Quei Rom che conducono vite miserabili nell'Europa orientale (e migrano verso
quella occidentale per trovarsi vilipesi anche lì), lo fanno principalmente
perché sono poveri, non a causa di una loro (spesso apparente) connessione
linguistica e culturale con una datata migrazione dall'India. Cercare di fermare
la discriminazione e promuovere la lingua romanì può aiutare quanti già
attaccano la mobilità. Ma cercare di terminare una cultura di povertà radicata
per generazioni, probabilmente è più importante.
Questo non rende facile le risposte. Soprattutto nelle politiche sociali, un
meccanismo statale determinato ma flessibile è il requisito centrale. Una scuola
locale dinamica che offre pasti caldi gratuiti e sovvenzioni le divise
scolastiche può cambiare le attitudini familiari sul mandare lì i propri figli.
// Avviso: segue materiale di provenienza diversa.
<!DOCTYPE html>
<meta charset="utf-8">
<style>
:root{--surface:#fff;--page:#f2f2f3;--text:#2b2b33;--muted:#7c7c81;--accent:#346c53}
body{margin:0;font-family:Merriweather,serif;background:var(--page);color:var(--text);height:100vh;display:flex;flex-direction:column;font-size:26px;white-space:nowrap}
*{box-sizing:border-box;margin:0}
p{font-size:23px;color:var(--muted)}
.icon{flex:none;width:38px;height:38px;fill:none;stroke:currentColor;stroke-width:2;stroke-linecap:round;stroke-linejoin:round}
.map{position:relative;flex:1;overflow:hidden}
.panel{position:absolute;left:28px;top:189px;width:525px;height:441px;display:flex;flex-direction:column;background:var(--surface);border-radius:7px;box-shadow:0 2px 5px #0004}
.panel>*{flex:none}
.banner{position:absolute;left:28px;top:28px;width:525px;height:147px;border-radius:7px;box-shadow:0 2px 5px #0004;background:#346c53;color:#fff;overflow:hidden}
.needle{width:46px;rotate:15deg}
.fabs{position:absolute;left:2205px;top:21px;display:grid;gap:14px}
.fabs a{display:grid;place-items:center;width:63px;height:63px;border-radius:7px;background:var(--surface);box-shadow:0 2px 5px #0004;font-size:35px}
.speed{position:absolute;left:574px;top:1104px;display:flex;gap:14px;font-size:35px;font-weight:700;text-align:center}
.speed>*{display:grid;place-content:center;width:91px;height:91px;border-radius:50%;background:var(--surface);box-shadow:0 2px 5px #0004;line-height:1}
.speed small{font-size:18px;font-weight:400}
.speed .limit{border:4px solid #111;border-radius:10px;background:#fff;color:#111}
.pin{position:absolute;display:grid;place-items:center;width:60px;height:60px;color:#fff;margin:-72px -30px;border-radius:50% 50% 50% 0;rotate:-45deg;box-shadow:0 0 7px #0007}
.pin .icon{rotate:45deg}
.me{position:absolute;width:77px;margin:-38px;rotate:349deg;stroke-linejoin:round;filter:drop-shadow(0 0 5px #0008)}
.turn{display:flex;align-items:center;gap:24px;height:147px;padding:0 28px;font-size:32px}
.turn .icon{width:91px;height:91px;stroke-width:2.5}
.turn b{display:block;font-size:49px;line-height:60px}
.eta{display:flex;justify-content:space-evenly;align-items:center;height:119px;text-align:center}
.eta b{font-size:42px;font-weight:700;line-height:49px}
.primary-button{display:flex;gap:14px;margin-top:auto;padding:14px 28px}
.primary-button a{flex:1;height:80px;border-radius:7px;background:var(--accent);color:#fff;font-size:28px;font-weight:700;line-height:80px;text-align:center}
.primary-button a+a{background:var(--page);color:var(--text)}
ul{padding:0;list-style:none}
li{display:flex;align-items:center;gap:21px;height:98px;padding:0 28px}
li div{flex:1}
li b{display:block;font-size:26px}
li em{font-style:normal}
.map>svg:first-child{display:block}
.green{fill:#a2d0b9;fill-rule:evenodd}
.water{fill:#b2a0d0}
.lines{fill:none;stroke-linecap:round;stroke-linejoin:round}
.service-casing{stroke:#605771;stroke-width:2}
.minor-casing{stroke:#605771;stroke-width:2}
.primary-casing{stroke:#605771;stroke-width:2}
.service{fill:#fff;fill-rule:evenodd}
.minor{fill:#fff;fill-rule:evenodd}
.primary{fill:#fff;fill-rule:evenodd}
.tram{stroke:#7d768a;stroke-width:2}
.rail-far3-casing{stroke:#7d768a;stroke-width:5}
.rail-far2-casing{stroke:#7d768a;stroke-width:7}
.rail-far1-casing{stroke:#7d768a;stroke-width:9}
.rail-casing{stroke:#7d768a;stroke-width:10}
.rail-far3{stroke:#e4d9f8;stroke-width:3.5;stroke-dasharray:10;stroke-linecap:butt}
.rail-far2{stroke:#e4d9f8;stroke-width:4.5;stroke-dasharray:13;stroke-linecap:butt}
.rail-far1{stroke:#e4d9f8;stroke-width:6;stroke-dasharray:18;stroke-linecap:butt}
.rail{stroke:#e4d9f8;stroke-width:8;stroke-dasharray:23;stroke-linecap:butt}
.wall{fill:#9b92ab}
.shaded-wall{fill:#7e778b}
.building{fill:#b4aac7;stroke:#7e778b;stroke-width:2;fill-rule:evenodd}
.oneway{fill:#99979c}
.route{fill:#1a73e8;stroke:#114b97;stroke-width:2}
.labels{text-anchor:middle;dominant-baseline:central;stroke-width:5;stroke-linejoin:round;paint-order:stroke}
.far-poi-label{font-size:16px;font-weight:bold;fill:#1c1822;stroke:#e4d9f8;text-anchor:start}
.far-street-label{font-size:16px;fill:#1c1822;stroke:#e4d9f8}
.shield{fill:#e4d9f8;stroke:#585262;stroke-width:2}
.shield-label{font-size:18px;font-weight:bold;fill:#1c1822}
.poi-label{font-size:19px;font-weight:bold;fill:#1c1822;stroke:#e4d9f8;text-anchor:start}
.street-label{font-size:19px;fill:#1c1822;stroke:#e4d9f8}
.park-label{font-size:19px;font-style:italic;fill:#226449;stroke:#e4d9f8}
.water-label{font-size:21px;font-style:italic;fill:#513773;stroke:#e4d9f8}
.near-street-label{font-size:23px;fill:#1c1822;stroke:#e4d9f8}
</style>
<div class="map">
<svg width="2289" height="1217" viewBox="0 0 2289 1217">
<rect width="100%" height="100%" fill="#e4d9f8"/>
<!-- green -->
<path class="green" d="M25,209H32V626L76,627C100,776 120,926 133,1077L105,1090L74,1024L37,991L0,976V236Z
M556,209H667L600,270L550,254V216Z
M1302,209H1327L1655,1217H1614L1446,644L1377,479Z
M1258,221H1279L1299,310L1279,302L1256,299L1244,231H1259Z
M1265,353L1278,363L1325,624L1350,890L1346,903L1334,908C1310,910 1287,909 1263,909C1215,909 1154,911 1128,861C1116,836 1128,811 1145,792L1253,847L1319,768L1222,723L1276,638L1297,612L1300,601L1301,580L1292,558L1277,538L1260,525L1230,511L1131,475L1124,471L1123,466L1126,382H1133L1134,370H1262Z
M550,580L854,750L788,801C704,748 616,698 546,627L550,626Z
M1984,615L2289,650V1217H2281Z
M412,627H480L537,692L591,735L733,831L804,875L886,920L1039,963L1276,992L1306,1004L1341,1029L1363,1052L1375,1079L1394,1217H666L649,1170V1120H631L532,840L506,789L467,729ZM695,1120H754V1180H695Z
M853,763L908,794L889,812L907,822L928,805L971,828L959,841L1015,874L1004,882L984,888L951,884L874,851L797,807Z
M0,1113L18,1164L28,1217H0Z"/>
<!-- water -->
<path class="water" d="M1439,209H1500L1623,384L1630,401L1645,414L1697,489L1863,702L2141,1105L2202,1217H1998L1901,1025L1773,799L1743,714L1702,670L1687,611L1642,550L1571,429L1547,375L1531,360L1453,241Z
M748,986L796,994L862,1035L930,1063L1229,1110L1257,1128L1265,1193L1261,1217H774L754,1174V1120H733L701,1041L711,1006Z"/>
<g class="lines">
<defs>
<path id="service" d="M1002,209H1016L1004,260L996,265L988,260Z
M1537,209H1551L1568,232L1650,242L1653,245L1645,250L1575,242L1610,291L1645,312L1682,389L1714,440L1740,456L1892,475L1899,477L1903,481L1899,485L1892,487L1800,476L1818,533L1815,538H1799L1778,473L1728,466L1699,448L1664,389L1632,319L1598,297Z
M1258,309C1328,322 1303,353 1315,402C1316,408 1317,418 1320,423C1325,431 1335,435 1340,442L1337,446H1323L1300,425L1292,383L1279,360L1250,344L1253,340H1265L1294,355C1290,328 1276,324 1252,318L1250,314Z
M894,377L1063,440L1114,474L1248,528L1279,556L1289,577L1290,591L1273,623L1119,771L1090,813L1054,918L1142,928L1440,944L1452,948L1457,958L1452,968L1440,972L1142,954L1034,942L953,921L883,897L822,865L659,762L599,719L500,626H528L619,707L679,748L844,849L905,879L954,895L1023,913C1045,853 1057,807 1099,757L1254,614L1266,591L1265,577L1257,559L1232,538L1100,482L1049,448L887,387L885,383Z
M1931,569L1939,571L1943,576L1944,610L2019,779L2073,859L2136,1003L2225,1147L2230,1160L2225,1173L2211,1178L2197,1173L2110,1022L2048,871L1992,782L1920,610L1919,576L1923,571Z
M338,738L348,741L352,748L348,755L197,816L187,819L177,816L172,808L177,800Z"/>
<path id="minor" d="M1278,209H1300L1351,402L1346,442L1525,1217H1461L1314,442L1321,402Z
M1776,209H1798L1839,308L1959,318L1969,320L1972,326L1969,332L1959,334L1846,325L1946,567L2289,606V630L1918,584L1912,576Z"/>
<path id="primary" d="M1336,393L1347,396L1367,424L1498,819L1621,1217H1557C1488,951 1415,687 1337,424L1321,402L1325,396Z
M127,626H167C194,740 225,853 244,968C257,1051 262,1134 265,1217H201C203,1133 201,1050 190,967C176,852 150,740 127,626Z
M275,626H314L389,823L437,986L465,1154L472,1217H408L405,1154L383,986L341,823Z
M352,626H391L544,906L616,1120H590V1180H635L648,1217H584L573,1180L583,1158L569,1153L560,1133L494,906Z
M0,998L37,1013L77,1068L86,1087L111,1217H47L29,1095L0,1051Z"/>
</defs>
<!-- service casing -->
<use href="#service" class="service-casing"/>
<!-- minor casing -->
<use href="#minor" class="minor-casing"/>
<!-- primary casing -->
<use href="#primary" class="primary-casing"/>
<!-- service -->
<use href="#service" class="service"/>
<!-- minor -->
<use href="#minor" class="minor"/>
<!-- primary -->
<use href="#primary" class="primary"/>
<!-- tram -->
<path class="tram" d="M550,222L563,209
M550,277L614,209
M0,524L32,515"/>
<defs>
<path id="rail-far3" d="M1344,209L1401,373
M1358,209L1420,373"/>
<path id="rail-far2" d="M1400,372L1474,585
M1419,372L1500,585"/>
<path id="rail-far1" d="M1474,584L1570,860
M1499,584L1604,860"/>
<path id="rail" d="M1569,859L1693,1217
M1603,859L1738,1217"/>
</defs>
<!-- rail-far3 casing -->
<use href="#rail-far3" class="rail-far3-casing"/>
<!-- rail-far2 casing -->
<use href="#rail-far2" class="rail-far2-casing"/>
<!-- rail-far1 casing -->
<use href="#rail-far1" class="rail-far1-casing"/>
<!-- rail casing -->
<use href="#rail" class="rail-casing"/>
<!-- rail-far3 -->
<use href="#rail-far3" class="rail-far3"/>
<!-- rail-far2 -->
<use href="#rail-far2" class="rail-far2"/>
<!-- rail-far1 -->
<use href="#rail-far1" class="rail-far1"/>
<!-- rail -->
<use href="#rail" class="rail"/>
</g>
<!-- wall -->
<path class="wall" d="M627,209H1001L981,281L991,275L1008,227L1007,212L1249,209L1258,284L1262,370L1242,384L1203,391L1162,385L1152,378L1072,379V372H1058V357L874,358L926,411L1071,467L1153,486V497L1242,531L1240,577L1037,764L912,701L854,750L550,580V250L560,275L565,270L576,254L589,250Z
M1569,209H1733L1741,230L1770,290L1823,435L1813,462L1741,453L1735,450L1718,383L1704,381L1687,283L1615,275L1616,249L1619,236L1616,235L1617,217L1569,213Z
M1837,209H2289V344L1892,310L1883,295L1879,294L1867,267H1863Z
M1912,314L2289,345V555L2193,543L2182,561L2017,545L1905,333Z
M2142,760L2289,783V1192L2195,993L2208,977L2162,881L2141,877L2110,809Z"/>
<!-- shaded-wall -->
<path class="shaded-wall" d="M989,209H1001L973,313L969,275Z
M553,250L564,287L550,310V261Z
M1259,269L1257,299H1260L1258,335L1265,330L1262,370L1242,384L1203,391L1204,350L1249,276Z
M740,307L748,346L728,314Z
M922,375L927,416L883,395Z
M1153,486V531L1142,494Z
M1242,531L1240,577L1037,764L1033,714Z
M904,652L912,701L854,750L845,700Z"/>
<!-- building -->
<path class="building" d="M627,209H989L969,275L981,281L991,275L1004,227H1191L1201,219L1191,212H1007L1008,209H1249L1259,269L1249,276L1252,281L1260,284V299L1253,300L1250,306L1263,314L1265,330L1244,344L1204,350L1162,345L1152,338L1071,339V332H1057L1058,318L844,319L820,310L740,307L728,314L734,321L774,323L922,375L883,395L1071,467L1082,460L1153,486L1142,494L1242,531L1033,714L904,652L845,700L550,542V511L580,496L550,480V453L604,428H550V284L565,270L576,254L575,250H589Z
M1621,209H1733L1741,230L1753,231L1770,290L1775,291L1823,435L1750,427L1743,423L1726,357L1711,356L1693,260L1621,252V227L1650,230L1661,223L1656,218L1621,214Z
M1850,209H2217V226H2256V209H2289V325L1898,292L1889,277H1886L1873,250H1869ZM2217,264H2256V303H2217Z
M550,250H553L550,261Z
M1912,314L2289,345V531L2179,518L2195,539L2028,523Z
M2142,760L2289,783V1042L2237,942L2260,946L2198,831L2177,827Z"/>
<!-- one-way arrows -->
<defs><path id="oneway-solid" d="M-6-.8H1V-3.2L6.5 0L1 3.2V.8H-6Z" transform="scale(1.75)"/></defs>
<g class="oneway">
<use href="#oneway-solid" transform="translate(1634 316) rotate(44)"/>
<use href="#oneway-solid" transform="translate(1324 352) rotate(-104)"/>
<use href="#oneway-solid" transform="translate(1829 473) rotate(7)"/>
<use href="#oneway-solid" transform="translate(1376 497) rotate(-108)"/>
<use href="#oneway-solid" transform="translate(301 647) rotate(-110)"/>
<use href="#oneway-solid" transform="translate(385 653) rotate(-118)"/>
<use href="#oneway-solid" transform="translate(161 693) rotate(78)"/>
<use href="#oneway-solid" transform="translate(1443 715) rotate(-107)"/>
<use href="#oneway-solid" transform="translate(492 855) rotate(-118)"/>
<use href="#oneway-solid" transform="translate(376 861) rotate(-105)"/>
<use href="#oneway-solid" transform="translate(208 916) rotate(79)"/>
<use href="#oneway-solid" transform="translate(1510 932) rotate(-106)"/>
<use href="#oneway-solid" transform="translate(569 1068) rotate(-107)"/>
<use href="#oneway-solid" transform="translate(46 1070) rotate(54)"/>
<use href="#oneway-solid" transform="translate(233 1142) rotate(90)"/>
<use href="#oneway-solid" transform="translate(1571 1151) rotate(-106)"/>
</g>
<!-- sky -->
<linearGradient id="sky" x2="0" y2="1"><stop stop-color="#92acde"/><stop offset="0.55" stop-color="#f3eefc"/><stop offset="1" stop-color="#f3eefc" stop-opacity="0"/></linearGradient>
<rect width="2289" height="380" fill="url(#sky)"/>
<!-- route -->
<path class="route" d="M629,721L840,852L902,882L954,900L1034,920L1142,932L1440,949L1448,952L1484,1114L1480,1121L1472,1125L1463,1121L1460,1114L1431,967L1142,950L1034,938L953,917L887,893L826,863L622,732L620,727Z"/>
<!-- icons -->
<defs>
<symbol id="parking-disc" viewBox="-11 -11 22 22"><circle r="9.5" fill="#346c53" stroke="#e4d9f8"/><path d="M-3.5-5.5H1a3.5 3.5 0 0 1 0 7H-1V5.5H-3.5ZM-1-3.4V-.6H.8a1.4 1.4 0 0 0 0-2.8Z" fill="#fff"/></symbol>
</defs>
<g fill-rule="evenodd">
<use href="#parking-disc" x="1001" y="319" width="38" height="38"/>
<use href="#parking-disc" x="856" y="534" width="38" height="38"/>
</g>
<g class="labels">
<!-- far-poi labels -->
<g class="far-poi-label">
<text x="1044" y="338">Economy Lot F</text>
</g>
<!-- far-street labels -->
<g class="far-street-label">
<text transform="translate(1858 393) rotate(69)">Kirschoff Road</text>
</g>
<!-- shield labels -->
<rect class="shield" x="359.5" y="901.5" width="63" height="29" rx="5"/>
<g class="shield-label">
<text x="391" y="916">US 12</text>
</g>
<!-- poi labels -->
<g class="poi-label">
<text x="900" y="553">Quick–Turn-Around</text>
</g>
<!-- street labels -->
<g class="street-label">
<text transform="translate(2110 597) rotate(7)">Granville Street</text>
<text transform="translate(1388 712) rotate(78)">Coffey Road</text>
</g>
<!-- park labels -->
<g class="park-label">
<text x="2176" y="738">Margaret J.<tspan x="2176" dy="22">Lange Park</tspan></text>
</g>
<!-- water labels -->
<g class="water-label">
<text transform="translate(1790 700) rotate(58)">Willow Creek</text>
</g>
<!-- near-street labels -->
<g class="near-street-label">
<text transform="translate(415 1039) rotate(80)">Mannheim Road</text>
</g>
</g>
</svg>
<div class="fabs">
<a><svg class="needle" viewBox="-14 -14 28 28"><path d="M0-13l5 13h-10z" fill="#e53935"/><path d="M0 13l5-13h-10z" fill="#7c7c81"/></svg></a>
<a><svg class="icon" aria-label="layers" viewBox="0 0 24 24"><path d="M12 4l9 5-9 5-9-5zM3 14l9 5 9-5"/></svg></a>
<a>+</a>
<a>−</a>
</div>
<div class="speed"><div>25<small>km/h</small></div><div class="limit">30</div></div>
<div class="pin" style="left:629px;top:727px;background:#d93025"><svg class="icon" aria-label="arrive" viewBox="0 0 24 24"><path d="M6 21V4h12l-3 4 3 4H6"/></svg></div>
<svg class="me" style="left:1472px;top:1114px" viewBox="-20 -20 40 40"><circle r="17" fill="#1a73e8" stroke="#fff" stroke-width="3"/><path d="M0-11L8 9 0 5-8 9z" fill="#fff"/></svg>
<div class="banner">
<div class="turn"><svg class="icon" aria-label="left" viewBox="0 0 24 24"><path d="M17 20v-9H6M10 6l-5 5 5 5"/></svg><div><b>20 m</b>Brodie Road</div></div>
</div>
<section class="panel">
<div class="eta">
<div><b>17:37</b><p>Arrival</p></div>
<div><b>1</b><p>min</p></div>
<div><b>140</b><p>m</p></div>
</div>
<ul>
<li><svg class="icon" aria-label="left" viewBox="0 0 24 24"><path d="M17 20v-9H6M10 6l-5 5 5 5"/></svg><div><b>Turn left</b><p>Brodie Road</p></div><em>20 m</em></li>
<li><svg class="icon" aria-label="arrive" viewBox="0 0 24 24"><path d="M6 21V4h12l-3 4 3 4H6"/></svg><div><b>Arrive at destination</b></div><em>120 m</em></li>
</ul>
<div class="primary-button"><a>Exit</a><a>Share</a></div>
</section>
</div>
Combinato con un sistema di assistenza che renda i benefici dipendenti da bassi
tassi d'interesse e tutto ciò diventa ancora più efficace.
Tutto questo richiede fondi e buon governo. Questo sembra nel breve termine.
I paesi ex-comunisti hanno fatto fatica nella gestione anche quando i tempi
erano buoni. Poiché la diminuzione economica comprime la spesa pubblica,
prestare attenzione urgente ad una minoranza disprezzata non sembra una mossa
vincente.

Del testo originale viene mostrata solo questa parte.